Omit all pictures. Reproduce exactly the lines from the first line of the records below through the line with "Map reading. Summarize".

Data excerpts START

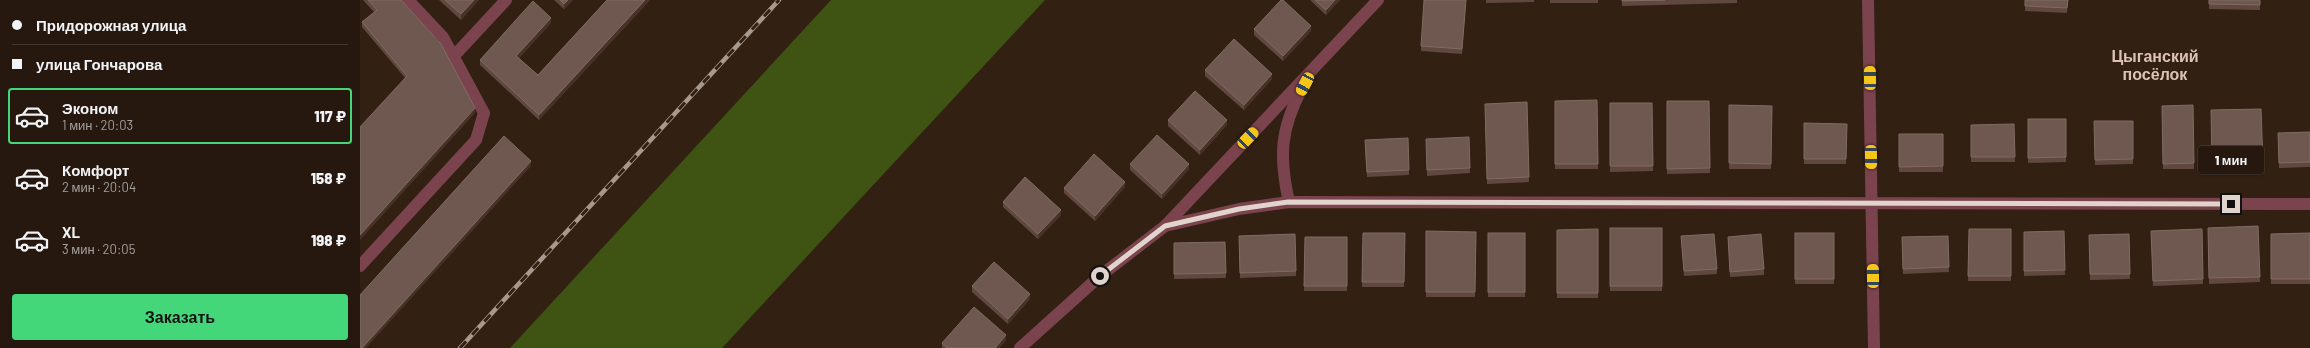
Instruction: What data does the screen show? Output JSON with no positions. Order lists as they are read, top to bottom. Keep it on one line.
{"districts":["Цыганский посёлок"],"page":{"banner":["Придорожная улица","улица Гончарова"],"list":[{"name":"Эконом","note":"1 мин · 20:03","value":"117 ₽"},{"name":"Комфорт","note":"2 мин · 20:04","value":"158 ₽"},{"name":"XL","note":"3 мин · 20:05","value":"198 ₽"}],"bubble":"1 мин","buttons":"Заказать"}}
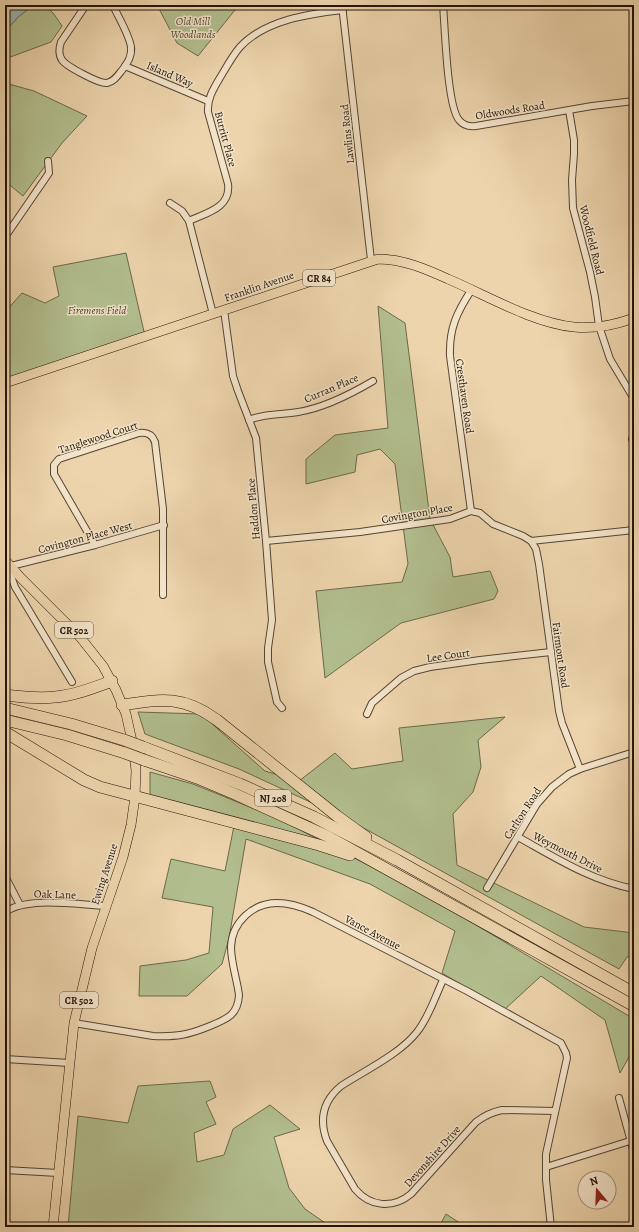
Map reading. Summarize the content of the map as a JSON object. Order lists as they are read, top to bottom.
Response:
{
  "streets": {
    "highway": ["NJ 208"],
    "main road": [
      "CR 84",
      "Franklin Avenue",
      "CR 502",
      "Ewing Avenue"
    ],
    "street": [
      "Island Way",
      "Oldwoods Road",
      "Lawlins Road",
      "Burritt Place",
      "Woodfield Road",
      "Curran Place",
      "Cresthaven Road",
      "Tanglewood Court",
      "Haddon Place",
      "Covington Place",
      "Covington Place West",
      "Lee Court",
      "Fairmont Road",
      "Carlton Road",
      "Weymouth Drive",
      "Oak Lane",
      "Vance Avenue",
      "Devonshire Drive"
    ]
  },
  "crossings": [
    ["Island Way", "Burritt Place"],
    ["Oldwoods Road", "Woodfield Road"],
    ["Lawlins Road", "Burritt Place"],
    ["Lawlins Road", "Franklin Avenue"],
    ["Woodfield Road", "Franklin Avenue"],
    ["Franklin Avenue", "Cresthaven Road"],
    ["Franklin Avenue", "Haddon Place"],
    ["Curran Place", "Haddon Place"],
    ["Cresthaven Road", "Covington Place"],
    ["Tanglewood Court", "Covington Place West"],
    ["Haddon Place", "Covington Place"],
    ["Covington Place West", "Ewing Avenue"],
    ["Lee Court", "Fairmont Road"],
    ["Fairmont Road", "Carlton Road"],
    ["Carlton Road", "Weymouth Drive"],
    ["Ewing Avenue", "Oak Lane"],
    ["Ewing Avenue", "Vance Avenue"],
    ["Vance Avenue", "Devonshire Drive"]
  ],
  "parks": ["Old Mill Woodlands", "Firemens Field"],
  "north": "top"
}
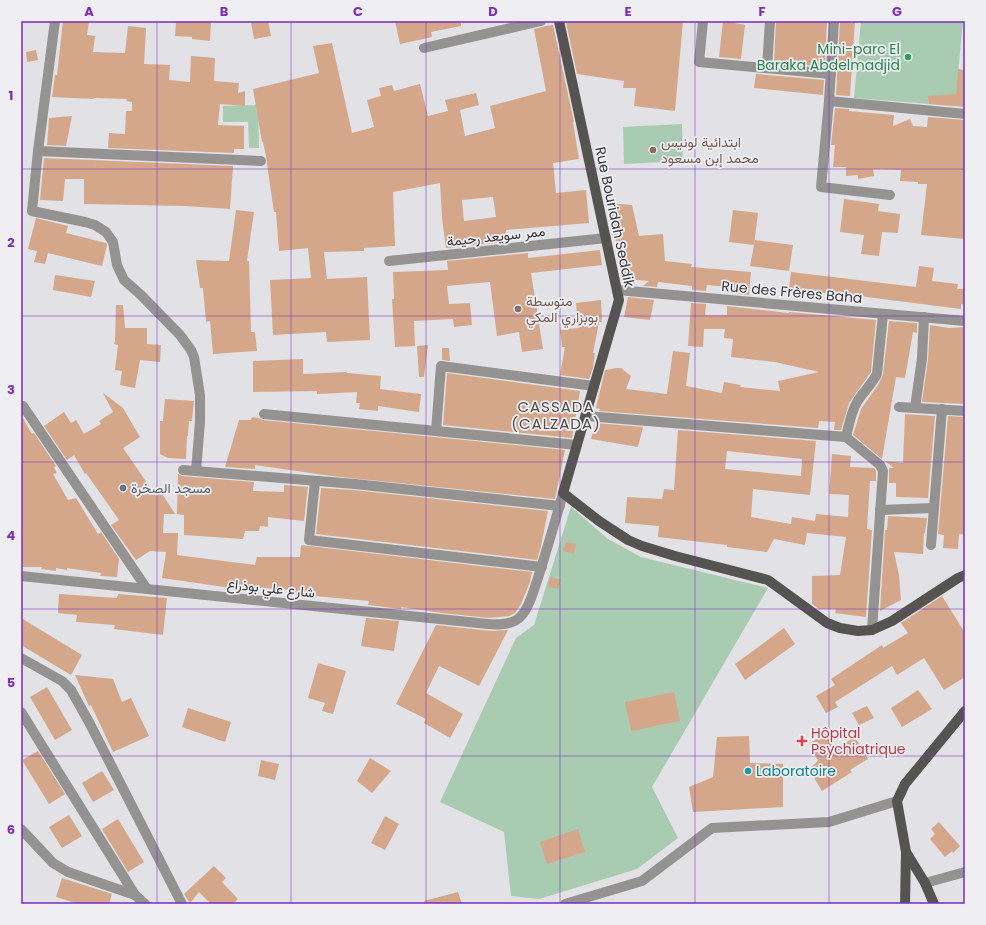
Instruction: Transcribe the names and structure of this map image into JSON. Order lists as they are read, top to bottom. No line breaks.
{"streets":{"main road":["Rue Bouridah Seddik"],"street":["ممر سويعد رحيمة","Rue des Frères Baha","شارع علي بوذراع"]},"crossings":[["Rue Bouridah Seddik","ممر سويعد رحيمة"],["Rue Bouridah Seddik","Rue des Frères Baha"],["Rue Bouridah Seddik","شارع علي بوذراع"]],"districts":["CASSADA (CALZADA)"],"places":{"other":["Mini-parc El Baraka Abdelmadjid","ابتدائية لونيس محمد إبن مسعود","متوسطة بوبزاري المكي","مسجد الصخرة","Laboratoire"],"health":["Hôpital Psychiatrique"]},"grid":{"columns":["A","B","C","D","E","F","G"],"rows":["1","2","3","4","5","6"]}}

Data excerpts END

Expected answer:
Instruction: What data does the screen show? Output JSON with no positions. Order lists as they are read, top to bottom. Keep it on one line.
{"districts":["Цыганский посёлок"],"page":{"banner":["Придорожная улица","улица Гончарова"],"list":[{"name":"Эконом","note":"1 мин · 20:03","value":"117 ₽"},{"name":"Комфорт","note":"2 мин · 20:04","value":"158 ₽"},{"name":"XL","note":"3 мин · 20:05","value":"198 ₽"}],"bubble":"1 мин","buttons":"Заказать"}}
Map reading. Summarize the content of the map as a JSON object. Order lists as they are read, top to bottom.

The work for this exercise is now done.